# Work to be completed:
Scan the material below for the word "normal", then copy every line in which it appears.

# Provided records:
+ + + + + + +

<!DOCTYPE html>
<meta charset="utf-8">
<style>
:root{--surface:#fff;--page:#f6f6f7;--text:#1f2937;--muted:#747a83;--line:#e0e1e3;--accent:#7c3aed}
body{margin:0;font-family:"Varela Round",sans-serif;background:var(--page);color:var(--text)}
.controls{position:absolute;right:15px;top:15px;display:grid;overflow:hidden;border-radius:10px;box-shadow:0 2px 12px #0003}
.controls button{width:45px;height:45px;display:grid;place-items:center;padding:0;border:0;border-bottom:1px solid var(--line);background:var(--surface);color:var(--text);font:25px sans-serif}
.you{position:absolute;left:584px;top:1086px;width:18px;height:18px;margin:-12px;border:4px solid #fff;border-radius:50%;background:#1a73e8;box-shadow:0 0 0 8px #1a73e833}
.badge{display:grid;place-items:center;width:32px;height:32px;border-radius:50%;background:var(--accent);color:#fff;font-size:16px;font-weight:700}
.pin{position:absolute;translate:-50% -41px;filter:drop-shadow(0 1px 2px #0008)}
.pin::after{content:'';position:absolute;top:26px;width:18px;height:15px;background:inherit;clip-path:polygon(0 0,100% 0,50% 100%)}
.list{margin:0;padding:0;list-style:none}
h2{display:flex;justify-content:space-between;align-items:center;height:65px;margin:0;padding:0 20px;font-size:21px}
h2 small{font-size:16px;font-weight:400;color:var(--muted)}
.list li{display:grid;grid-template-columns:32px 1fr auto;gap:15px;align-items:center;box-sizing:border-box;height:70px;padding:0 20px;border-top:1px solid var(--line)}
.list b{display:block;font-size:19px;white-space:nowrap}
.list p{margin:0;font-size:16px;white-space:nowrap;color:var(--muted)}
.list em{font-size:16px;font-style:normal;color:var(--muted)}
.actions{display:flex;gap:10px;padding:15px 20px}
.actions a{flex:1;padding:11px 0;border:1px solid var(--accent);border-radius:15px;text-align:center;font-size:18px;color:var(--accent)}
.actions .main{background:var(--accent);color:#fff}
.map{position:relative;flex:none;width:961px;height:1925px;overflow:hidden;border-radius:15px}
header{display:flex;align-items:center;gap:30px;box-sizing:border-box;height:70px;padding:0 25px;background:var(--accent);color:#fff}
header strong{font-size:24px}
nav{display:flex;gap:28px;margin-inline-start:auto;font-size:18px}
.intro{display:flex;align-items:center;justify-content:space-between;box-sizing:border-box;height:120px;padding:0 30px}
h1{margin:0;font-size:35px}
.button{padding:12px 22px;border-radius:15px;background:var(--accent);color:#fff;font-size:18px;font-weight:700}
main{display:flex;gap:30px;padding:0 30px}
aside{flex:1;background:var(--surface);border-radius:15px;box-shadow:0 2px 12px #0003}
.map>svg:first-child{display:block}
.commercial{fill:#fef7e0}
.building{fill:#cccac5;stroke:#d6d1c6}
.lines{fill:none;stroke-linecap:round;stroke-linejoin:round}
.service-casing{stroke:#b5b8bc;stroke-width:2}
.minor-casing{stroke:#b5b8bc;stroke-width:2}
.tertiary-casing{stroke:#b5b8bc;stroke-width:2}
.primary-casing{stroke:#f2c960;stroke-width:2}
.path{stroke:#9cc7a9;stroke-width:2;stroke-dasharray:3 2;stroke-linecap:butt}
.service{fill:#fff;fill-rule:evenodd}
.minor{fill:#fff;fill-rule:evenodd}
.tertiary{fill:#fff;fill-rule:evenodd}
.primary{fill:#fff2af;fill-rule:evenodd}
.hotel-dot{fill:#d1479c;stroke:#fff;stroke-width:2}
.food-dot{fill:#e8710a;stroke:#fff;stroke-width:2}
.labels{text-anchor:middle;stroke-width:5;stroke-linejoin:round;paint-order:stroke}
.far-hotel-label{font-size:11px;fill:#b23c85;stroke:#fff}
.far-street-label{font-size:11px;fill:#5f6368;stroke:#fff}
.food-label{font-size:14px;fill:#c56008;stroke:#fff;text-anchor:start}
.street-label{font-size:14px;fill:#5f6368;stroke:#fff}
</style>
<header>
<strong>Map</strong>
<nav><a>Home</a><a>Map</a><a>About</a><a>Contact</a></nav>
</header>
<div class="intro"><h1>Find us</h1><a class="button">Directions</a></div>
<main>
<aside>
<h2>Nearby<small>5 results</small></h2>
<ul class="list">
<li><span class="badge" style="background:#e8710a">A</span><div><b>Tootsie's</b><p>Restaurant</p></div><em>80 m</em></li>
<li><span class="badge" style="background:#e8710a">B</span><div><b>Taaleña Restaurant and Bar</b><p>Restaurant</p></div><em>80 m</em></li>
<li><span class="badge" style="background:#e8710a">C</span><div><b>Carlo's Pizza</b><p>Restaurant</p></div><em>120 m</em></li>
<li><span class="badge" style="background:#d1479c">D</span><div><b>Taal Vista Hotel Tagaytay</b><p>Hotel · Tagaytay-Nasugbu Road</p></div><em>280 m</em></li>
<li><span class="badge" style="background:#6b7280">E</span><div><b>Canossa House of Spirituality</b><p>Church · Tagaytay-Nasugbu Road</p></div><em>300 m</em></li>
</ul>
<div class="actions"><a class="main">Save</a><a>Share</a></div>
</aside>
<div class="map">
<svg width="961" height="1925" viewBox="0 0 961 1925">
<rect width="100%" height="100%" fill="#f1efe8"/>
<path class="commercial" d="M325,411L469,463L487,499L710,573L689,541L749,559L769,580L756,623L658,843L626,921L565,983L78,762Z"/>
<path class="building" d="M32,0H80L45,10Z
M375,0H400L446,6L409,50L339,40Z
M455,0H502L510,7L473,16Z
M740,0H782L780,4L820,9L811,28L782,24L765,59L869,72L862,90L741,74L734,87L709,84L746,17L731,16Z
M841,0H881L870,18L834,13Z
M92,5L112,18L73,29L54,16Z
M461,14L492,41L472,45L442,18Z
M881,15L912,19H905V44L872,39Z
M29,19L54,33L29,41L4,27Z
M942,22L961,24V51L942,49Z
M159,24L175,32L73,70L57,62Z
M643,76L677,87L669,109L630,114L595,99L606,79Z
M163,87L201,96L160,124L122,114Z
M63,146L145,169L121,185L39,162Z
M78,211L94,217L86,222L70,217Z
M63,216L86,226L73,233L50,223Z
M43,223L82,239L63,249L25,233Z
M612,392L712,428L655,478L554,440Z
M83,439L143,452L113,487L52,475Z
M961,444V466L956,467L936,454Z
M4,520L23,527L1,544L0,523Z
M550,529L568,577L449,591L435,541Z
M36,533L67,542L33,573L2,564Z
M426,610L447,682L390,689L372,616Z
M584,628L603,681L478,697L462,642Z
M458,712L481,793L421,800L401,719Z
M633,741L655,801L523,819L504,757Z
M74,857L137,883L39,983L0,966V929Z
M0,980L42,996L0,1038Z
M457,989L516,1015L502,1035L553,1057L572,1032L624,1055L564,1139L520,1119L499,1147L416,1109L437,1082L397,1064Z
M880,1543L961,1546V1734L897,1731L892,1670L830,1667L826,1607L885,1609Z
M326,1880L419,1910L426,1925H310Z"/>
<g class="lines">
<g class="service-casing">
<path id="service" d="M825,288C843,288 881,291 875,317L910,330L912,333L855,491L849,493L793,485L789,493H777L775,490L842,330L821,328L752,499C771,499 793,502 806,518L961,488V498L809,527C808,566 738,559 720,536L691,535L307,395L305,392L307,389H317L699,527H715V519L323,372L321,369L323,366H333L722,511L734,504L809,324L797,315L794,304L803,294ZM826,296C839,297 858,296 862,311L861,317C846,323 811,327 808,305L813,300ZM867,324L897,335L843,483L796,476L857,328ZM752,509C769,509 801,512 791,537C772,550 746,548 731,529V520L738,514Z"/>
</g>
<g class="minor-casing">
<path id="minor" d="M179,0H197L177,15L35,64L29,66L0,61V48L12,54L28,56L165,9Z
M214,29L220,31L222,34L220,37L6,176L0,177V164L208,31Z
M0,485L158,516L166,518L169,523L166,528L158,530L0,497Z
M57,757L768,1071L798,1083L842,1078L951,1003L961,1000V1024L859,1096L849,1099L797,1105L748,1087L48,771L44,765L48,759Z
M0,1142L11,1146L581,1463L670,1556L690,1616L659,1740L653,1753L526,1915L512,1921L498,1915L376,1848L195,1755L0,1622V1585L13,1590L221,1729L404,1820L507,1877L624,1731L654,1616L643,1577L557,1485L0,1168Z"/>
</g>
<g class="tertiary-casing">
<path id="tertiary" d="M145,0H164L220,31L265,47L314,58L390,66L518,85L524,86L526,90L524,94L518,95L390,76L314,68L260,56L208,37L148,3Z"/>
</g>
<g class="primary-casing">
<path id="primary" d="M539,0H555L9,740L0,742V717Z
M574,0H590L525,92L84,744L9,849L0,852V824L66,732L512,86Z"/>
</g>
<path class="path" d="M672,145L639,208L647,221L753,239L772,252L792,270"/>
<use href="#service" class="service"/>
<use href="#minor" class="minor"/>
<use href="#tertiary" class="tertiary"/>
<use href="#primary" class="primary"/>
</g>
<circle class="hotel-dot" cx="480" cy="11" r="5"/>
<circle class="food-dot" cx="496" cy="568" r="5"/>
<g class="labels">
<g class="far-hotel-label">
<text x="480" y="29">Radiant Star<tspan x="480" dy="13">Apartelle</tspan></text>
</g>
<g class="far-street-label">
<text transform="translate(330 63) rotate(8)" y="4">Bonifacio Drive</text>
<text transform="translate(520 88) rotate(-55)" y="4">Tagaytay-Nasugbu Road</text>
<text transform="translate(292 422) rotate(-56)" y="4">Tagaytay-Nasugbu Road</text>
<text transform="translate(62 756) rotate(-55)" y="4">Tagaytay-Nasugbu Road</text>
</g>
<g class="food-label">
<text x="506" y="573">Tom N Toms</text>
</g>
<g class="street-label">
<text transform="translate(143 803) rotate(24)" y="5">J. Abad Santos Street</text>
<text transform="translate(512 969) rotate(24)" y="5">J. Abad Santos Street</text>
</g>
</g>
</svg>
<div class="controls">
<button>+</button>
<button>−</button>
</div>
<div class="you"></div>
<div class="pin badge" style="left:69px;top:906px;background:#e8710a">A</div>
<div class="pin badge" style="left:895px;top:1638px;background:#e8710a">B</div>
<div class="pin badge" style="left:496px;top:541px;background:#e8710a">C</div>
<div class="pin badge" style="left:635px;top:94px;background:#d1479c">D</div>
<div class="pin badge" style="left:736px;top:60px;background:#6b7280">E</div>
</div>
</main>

+ + + + + + +

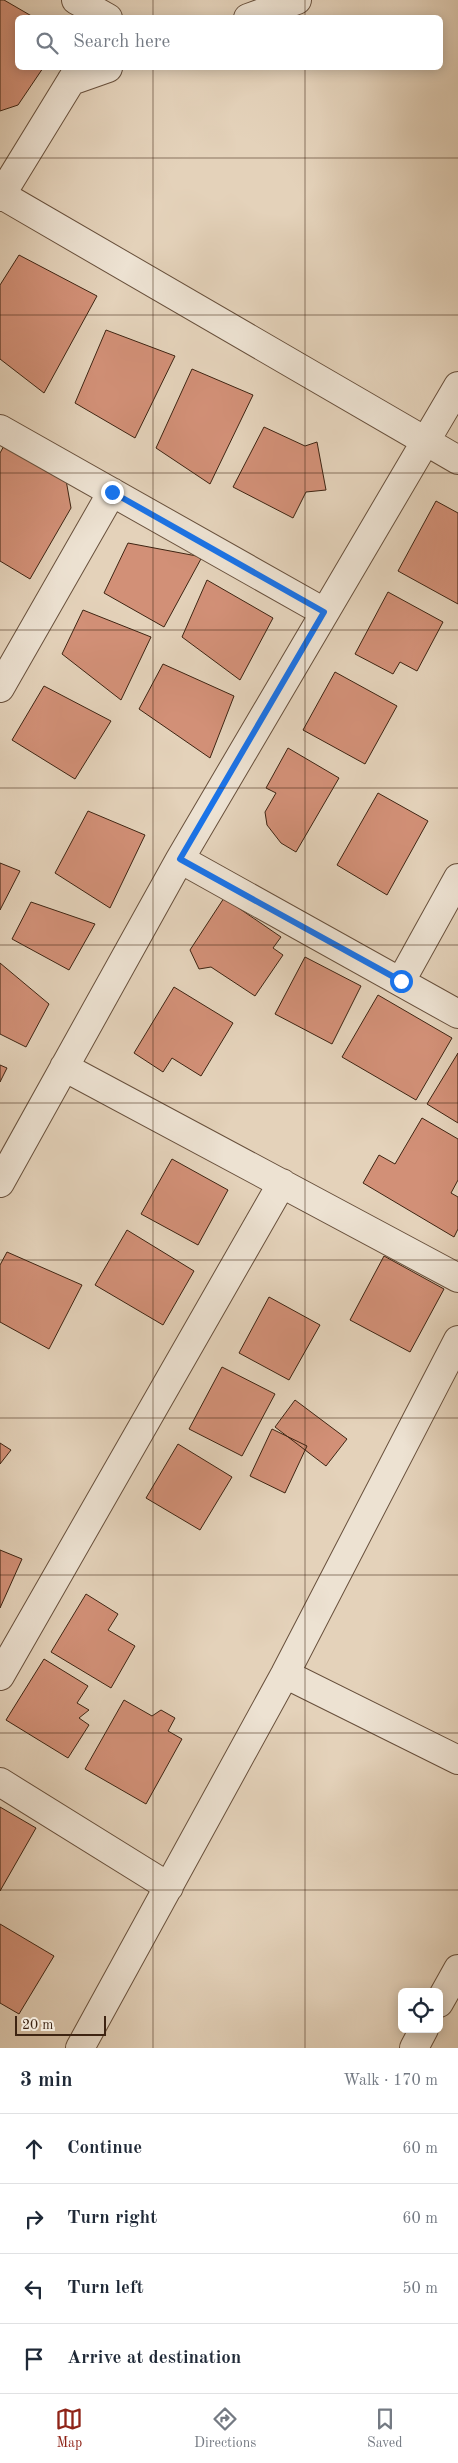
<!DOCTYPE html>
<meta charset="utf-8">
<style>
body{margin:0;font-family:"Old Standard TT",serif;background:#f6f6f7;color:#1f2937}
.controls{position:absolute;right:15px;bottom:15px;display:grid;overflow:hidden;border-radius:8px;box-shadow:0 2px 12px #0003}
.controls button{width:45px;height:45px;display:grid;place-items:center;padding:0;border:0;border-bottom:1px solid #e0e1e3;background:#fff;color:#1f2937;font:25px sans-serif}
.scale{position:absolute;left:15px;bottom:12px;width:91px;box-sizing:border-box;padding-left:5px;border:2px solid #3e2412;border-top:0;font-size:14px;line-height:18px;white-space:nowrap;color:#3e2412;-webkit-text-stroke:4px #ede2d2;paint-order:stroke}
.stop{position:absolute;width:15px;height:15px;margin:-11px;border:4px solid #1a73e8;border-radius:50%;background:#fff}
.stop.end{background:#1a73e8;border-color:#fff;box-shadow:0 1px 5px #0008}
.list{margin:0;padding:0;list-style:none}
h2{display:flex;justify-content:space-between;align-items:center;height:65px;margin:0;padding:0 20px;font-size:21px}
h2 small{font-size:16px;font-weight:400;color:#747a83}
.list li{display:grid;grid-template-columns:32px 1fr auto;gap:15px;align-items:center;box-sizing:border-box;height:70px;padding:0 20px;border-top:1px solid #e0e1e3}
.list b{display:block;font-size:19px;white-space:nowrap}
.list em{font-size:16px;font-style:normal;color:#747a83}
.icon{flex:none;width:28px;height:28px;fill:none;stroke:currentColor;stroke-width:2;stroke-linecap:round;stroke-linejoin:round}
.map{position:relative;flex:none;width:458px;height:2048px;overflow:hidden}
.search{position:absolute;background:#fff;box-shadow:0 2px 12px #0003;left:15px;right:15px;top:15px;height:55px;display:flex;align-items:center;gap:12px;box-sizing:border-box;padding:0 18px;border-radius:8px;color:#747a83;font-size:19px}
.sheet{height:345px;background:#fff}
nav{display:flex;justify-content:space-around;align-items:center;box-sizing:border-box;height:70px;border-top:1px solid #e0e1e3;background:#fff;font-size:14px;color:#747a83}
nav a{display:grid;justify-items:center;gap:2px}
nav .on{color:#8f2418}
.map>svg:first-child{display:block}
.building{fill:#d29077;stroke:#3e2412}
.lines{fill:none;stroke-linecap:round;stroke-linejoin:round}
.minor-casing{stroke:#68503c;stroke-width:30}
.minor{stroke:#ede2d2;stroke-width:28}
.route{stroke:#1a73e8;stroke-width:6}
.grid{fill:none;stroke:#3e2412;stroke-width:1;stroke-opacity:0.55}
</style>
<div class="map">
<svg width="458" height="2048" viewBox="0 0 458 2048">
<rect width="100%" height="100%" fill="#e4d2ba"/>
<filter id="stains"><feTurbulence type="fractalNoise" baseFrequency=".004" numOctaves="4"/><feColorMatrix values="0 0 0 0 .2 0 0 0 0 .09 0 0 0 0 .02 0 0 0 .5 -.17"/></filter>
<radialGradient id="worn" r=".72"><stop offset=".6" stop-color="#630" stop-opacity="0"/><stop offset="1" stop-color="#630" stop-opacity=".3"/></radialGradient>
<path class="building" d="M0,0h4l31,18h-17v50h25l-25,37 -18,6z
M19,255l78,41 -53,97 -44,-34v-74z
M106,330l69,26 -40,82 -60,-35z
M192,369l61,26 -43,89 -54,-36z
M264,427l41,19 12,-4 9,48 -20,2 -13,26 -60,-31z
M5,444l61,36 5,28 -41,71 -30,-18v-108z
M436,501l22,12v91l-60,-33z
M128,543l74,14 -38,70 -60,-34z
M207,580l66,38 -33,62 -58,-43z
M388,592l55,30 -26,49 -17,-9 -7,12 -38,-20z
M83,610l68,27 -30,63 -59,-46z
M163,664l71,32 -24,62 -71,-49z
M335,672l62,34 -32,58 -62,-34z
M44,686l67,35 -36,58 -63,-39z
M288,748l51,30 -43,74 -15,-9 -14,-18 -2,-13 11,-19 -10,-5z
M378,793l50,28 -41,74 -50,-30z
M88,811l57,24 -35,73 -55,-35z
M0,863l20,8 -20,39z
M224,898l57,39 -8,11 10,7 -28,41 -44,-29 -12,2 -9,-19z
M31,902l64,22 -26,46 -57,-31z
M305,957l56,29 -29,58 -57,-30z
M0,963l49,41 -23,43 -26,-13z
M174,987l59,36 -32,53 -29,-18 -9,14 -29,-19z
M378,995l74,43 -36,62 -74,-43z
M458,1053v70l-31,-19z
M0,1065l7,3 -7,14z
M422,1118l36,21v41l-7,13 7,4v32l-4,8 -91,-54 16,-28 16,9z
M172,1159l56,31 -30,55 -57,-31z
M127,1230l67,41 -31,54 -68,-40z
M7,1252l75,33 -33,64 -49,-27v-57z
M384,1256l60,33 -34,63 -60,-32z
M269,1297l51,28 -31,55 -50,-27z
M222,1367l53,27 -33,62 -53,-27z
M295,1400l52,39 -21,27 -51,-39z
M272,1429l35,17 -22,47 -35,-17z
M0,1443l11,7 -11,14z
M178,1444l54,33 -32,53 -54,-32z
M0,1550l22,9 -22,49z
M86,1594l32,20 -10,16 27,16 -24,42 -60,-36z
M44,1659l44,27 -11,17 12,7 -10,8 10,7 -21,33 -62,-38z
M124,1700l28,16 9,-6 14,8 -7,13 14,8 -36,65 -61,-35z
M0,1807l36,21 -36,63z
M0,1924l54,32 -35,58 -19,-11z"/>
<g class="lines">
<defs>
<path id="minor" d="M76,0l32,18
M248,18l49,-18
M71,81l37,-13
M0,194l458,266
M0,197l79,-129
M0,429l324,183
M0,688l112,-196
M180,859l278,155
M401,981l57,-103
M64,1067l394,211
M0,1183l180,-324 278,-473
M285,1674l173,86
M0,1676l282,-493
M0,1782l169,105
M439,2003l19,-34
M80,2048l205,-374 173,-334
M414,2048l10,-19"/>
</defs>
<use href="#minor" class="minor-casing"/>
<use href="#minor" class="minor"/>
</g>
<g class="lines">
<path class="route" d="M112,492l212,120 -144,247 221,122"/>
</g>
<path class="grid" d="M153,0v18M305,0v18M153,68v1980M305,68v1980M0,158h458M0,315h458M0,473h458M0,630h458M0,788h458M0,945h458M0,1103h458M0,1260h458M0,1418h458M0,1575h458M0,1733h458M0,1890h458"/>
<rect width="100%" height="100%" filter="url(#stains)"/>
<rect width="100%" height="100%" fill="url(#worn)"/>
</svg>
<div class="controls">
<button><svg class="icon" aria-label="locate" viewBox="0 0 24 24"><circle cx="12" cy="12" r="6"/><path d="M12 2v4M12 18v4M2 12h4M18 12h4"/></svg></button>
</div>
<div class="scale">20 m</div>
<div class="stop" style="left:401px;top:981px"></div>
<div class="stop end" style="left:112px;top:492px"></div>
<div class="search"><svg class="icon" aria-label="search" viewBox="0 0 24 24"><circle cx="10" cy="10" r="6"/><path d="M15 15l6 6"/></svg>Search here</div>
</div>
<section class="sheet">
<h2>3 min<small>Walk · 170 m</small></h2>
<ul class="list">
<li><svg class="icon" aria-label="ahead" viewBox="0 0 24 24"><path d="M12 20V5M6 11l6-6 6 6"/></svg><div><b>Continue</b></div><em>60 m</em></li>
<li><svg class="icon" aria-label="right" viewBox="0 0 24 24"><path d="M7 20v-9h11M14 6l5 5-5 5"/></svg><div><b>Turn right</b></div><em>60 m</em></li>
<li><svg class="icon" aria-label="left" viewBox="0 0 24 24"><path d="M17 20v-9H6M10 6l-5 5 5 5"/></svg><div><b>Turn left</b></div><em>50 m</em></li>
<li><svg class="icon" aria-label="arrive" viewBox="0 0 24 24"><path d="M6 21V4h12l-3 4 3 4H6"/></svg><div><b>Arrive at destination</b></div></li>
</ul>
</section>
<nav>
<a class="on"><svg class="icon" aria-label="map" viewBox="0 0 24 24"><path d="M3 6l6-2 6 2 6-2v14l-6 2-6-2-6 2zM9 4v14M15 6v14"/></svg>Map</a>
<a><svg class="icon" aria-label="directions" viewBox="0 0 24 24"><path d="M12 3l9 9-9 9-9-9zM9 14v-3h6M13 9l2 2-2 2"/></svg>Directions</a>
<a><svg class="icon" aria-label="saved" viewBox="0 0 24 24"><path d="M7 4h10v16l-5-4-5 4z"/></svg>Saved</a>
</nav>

+ + + + + + +

# Completed task:
.list em{font-size:16px;font-style:normal;color:var(--muted)}
.list em{font-size:16px;font-style:normal;color:#747a83}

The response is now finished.